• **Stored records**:
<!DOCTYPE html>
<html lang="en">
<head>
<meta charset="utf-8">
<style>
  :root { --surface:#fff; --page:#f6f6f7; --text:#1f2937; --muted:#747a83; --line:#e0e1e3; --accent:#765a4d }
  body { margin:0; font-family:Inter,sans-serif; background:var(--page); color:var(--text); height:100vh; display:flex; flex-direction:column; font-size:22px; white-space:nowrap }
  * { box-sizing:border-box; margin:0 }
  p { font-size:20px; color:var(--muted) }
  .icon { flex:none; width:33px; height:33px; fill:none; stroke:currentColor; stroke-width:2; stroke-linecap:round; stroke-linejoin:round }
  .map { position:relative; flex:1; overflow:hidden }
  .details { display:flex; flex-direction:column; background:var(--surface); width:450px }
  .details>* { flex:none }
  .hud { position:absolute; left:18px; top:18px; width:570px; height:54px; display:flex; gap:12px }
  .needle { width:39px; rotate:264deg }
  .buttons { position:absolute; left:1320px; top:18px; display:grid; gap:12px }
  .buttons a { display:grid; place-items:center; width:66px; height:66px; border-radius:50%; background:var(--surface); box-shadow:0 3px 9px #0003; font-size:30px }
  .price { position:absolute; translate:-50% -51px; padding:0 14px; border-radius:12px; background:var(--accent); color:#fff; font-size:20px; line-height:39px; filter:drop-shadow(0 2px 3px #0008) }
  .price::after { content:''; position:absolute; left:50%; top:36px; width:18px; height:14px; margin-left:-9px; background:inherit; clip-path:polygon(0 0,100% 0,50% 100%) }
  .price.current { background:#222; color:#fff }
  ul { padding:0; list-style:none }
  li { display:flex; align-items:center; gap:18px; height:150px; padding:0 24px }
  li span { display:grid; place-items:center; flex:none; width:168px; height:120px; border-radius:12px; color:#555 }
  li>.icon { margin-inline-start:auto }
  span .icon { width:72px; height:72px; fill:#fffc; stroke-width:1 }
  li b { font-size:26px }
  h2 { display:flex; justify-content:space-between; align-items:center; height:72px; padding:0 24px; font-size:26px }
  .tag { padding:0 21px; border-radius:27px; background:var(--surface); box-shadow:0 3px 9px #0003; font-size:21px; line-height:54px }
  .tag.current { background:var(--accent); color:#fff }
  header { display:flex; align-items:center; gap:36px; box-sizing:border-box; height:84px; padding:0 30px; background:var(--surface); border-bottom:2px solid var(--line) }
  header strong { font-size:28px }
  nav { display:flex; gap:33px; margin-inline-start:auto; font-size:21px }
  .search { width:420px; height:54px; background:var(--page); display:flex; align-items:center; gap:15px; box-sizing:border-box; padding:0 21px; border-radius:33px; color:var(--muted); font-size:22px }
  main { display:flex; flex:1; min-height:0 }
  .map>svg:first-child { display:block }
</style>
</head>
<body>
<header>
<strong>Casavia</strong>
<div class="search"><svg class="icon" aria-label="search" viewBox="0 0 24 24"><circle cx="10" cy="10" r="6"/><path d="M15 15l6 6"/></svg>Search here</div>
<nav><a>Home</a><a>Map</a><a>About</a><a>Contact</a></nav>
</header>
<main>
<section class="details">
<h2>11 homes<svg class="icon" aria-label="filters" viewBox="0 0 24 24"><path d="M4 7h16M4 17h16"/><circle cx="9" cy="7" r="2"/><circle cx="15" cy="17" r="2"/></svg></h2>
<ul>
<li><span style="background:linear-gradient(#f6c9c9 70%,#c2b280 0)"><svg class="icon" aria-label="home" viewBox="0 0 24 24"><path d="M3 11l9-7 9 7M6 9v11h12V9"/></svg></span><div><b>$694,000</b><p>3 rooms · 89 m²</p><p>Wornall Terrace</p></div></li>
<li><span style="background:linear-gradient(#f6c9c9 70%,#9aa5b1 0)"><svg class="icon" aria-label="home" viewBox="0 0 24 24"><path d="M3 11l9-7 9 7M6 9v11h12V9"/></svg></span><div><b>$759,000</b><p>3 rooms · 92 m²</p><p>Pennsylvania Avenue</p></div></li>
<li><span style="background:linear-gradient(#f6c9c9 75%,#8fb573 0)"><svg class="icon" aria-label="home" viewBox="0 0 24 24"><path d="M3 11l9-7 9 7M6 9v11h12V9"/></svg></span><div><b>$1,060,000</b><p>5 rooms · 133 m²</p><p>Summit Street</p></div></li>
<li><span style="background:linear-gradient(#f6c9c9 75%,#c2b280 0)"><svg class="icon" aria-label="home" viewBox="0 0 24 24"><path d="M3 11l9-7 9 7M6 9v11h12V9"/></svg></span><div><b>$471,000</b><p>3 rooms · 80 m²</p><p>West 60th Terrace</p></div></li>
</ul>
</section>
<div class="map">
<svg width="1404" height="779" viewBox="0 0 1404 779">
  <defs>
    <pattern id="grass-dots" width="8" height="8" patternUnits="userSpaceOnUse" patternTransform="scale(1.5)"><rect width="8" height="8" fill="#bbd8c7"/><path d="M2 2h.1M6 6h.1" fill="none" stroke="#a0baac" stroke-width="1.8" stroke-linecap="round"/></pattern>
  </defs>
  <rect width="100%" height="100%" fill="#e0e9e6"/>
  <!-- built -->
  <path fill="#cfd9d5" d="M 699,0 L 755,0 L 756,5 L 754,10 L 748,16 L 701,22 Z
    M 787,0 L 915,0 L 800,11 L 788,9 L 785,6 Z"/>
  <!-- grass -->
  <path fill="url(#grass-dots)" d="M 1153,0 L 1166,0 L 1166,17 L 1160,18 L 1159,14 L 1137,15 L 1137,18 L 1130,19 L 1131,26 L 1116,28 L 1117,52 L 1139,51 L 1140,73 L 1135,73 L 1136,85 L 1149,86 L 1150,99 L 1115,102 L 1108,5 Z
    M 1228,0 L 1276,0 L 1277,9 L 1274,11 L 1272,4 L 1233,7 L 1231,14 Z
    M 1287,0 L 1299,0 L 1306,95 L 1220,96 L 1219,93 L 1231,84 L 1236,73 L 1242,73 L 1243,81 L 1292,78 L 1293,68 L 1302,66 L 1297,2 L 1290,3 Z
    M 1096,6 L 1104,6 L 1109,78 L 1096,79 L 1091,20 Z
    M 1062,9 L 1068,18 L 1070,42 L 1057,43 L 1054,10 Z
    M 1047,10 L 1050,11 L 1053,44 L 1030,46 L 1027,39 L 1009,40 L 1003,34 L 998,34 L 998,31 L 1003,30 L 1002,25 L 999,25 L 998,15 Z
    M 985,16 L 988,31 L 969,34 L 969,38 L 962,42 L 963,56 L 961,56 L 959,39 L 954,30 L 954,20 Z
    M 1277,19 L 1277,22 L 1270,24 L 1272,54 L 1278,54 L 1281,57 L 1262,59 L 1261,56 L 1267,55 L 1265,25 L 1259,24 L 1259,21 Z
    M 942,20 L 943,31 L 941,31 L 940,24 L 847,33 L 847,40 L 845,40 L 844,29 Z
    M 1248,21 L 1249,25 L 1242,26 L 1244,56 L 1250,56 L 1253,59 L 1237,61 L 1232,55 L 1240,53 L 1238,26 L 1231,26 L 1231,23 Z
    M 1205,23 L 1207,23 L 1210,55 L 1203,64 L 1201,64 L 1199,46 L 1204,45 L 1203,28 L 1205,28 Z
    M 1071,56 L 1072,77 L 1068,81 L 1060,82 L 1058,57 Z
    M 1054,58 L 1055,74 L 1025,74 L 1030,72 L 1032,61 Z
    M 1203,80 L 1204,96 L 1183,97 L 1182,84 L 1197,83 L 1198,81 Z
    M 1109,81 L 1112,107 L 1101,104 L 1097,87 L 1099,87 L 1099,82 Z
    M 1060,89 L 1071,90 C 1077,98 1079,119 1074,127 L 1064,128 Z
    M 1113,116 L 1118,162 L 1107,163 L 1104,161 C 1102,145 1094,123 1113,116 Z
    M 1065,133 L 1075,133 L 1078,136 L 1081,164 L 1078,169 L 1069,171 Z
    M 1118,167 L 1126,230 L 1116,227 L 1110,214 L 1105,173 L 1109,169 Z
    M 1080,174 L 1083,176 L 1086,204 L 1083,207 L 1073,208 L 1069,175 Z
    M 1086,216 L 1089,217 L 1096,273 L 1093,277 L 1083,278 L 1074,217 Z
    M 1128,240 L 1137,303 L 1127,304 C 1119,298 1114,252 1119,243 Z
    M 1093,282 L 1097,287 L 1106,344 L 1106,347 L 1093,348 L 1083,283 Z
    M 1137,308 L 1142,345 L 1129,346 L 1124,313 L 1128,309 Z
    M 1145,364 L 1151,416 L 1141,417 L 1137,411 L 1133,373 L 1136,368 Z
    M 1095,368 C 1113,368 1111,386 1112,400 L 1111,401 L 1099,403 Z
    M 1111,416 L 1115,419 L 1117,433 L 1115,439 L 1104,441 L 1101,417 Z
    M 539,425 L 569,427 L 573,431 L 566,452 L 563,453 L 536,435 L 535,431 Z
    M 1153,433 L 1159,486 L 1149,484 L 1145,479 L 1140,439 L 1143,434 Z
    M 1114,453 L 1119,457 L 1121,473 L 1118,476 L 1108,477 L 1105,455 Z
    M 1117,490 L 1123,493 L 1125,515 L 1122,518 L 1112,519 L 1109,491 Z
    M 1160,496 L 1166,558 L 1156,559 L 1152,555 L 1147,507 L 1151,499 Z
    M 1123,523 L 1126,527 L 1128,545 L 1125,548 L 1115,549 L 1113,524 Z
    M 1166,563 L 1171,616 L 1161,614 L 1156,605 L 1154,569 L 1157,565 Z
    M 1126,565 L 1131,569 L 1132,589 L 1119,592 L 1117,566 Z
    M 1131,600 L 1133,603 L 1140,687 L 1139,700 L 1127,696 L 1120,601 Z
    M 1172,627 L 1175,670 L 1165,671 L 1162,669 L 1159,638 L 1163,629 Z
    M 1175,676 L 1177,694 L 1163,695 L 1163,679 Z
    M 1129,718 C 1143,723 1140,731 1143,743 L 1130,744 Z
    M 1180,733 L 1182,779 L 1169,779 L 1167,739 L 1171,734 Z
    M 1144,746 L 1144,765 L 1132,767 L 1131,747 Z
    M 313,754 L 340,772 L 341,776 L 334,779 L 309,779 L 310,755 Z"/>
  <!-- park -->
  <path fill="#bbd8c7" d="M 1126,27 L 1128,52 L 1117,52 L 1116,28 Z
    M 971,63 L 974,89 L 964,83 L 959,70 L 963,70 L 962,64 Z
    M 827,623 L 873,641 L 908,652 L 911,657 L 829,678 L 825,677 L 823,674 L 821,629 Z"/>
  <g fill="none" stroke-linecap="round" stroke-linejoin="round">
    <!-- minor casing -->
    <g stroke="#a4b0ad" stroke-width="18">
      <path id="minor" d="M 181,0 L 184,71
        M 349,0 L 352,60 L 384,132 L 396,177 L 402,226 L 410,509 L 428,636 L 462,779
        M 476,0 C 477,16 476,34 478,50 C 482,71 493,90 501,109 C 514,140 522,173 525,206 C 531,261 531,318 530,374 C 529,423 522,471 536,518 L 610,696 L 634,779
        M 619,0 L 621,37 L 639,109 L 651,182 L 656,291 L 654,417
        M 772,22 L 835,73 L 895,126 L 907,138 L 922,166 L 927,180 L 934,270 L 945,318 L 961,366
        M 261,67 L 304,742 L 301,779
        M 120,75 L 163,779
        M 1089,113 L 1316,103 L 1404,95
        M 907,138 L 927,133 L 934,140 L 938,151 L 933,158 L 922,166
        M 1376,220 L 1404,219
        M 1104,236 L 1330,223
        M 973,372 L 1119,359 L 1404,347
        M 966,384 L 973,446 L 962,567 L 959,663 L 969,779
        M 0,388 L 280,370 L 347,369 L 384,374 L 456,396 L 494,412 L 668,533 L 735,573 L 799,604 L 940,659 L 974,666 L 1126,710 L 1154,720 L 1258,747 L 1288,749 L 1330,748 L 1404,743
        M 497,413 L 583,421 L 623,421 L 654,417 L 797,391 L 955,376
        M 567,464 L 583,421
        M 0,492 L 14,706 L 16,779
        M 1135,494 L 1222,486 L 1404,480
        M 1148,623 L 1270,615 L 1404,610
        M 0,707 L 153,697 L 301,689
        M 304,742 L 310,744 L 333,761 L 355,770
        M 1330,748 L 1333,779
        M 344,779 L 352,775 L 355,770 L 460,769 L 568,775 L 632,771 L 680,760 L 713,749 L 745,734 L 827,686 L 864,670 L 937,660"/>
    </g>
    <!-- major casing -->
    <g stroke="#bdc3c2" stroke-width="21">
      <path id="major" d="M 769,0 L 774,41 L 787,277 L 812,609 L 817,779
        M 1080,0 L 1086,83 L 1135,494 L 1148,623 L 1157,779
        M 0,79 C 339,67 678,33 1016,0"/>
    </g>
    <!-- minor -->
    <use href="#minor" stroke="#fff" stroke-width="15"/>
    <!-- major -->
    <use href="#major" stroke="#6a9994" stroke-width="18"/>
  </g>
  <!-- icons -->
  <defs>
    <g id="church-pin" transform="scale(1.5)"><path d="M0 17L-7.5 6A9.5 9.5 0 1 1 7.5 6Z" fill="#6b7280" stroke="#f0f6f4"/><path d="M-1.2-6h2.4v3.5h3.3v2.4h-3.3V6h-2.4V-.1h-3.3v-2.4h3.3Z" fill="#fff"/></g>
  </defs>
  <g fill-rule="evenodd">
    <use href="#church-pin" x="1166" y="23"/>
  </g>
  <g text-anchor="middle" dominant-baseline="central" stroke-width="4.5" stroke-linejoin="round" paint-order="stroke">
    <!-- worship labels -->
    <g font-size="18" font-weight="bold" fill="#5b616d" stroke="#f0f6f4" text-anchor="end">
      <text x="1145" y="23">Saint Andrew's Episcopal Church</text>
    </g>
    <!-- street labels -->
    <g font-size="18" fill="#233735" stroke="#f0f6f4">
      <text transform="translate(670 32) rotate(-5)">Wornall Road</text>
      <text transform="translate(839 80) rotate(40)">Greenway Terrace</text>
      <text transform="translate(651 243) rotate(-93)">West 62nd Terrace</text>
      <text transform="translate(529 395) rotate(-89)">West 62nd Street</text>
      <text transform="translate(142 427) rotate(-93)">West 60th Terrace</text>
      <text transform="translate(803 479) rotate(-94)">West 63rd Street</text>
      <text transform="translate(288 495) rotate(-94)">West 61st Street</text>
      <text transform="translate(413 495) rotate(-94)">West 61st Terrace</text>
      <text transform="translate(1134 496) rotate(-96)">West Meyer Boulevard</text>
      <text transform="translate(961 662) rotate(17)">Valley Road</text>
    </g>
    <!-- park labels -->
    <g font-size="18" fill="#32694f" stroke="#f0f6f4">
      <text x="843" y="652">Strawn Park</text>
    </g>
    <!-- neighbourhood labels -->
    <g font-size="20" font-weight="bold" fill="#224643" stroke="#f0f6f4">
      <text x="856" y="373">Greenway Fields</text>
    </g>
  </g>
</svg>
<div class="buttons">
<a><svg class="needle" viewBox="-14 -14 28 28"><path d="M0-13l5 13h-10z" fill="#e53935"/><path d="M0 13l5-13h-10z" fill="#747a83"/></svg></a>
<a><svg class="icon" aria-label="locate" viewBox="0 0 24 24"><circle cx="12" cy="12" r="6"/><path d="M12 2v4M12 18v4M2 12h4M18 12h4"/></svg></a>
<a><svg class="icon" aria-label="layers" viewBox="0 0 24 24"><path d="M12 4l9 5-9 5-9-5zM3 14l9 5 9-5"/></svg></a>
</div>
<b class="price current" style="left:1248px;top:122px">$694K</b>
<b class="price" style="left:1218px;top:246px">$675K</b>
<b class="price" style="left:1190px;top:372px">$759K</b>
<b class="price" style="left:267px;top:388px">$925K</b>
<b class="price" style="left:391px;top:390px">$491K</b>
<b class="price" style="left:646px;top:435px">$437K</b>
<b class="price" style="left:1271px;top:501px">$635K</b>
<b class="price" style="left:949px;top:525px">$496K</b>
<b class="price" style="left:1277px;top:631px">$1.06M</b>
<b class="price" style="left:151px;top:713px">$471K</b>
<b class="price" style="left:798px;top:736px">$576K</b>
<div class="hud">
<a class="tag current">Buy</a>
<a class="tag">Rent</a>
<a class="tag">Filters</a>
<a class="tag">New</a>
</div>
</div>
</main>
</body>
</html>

• **PROBLEM TO WORK ON**: Here the job is to transcribe the lines from the first line of the data through the line containing "width:72px; height:72px; fill:#fffc;", inclusive, exactly and with nothing else.

• **THE ANSWER**:
<!DOCTYPE html>
<html lang="en">
<head>
<meta charset="utf-8">
<style>
  :root { --surface:#fff; --page:#f6f6f7; --text:#1f2937; --muted:#747a83; --line:#e0e1e3; --accent:#765a4d }
  body { margin:0; font-family:Inter,sans-serif; background:var(--page); color:var(--text); height:100vh; display:flex; flex-direction:column; font-size:22px; white-space:nowrap }
  * { box-sizing:border-box; margin:0 }
  p { font-size:20px; color:var(--muted) }
  .icon { flex:none; width:33px; height:33px; fill:none; stroke:currentColor; stroke-width:2; stroke-linecap:round; stroke-linejoin:round }
  .map { position:relative; flex:1; overflow:hidden }
  .details { display:flex; flex-direction:column; background:var(--surface); width:450px }
  .details>* { flex:none }
  .hud { position:absolute; left:18px; top:18px; width:570px; height:54px; display:flex; gap:12px }
  .needle { width:39px; rotate:264deg }
  .buttons { position:absolute; left:1320px; top:18px; display:grid; gap:12px }
  .buttons a { display:grid; place-items:center; width:66px; height:66px; border-radius:50%; background:var(--surface); box-shadow:0 3px 9px #0003; font-size:30px }
  .price { position:absolute; translate:-50% -51px; padding:0 14px; border-radius:12px; background:var(--accent); color:#fff; font-size:20px; line-height:39px; filter:drop-shadow(0 2px 3px #0008) }
  .price::after { content:''; position:absolute; left:50%; top:36px; width:18px; height:14px; margin-left:-9px; background:inherit; clip-path:polygon(0 0,100% 0,50% 100%) }
  .price.current { background:#222; color:#fff }
  ul { padding:0; list-style:none }
  li { display:flex; align-items:center; gap:18px; height:150px; padding:0 24px }
  li span { display:grid; place-items:center; flex:none; width:168px; height:120px; border-radius:12px; color:#555 }
  li>.icon { margin-inline-start:auto }
  span .icon { width:72px; height:72px; fill:#fffc; stroke-width:1 }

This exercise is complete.